Israel blamed Hezbollah for attacks abroad, including in Argentina, where the 1992 bombing of the Israeli embassy killed 29 people and a 1994 attack on a Jewish community center left 85 dead.

Tensions rose after the election in 2005 of ultra conservative Mahmoud Ahmadinejad, who talked on several occasions of bringing an end to Israel and described the Holocaust as a “myth.”

Iran resumed uranium enrichment at Isfahan the same year.

When the Iran nuclear deal was brokered by world powers in 2015, Netanyahu slammed it as an “historic mistake.”

He was the first to congratulate then-US president Donald Trump when he withdrew the United States from the deal in 2018.

Iran has since resumed uranium enrichment.

Officially still at war with Syria, Israel claimed to want to stay out of the civil war that broke out in 2011 and still simmers.

But from 2013 on, Israel — wary of Hezbollah and Iran’s presence on the side of Syrian President Bashar Assad — carried out hundreds of air strikes against them in Syria.

Israel began cultivating ties with long-time foe Saudi Arabia, Iran’s main religious and regional rival.

In September 2020 Saudi allies the United Arab Emirates and Bahrain signed normalization accords with Israel.

The Unites States sought Israel-Saudi rapprochement, but the efforts were derailed by the Gaza War.

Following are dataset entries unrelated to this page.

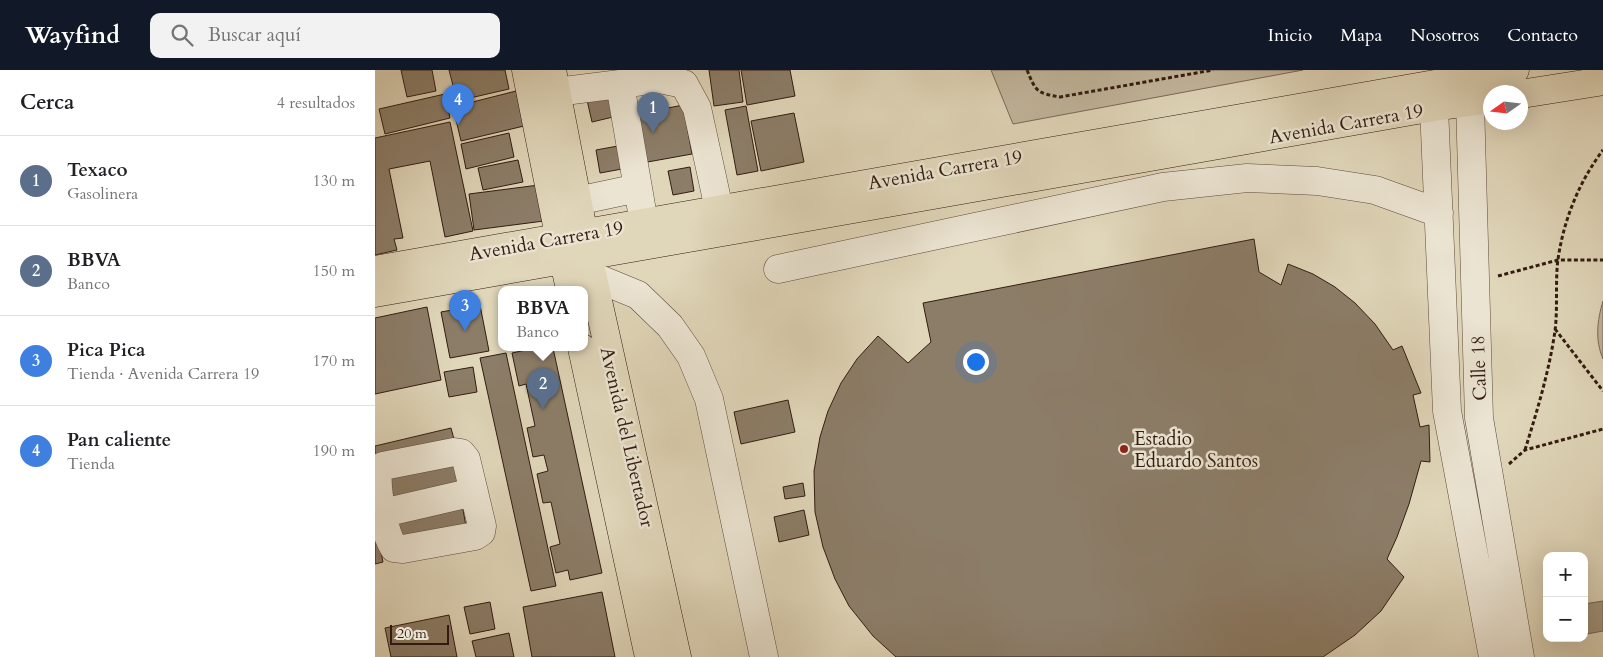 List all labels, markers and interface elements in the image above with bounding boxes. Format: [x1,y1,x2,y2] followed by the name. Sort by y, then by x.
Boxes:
[150,13,500,58] search box
[25,19,120,52] text: Wayfind
[168,21,196,49] icon: search
[208,22,301,48] text: Buscar aquí
[1268,23,1312,48] text: Inicio
[1340,23,1382,48] text: Mapa
[1410,23,1479,48] text: Nosotros
[1507,23,1578,48] text: Contacto
[442,84,474,125] pin: 4
[1483,85,1528,130] north arrow
[20,88,74,117] text: Cerca
[277,92,355,114] text: 4 resultados
[637,92,669,133] pin: 1
[1267,98,1426,150] street label: Avenida Carrera 19
[866,144,1025,196] street label: Avenida Carrera 19
[67,157,128,183] text: Texaco
[32,170,40,192] text: 1
[313,170,355,192] text: 130 m
[67,183,138,205] text: Gasolinera
[467,215,626,267] street label: Avenida Carrera 19
[67,247,121,273] text: BBVA
[32,260,40,282] text: 2
[313,260,355,282] text: 150 m
[67,273,110,295] text: Banco
[498,286,588,351] popup
[449,290,481,331] pin: 3
[516,295,570,321] text: BBVA
[516,321,559,343] text: Banco
[1465,335,1493,401] street label: Calle 18
[67,337,146,363] text: Pica Pica
[594,345,660,530] street label: Avenida del Libertador
[963,349,989,375] your location
[32,350,40,372] text: 3
[313,350,355,372] text: 170 m
[67,363,259,385] text: Tienda · Avenida Carrera 19
[527,368,559,409] pin: 2
[1134,426,1258,474] place label: Estadio Eduardo Santos
[67,427,171,453] text: Pan caliente
[32,440,40,462] text: 4
[313,440,355,462] text: 190 m
[1118,443,1130,455] marker: Estadio Eduardo Santos
[67,453,115,475] text: Tienda
[1543,552,1588,642] map controls
[1543,552,1588,597] button: +
[1543,597,1588,642] button: −
[390,622,449,645] scale bar
[397,624,427,643] text: 20 m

Over the following months Israel accused Iran of attacks on vessels. Iran accused Israel of targeted assassinations and the sabotage of the uranium enrichment plant at Natanz.

Israel was blamed for targeted attacks on Iranians in Syria, including top members of the Revolutionary Guard in 2022 and 2023.

An Israeli airstrike on Iran’s consular annex building in Damascus on April 1, 2024 killed more than a dozen people — including two senior members of the Revolutionary Guards.

US President Joe Biden warned that Iran was “threatening to launch a significant attack on Israel,” promising Israel “ironclad” support.

On April 13 — two weeks after the unprecedented attack on its consular facilities — Iran responded by sending waves of drones from its territory toward Israel, which closed its airspace, as did Iraq, Jordan and Lebanon.

Prime Minister Benjamin Netanyahu said Israel’s air defense systems were deployed and that it was prepared for a “direct attack from Iran.”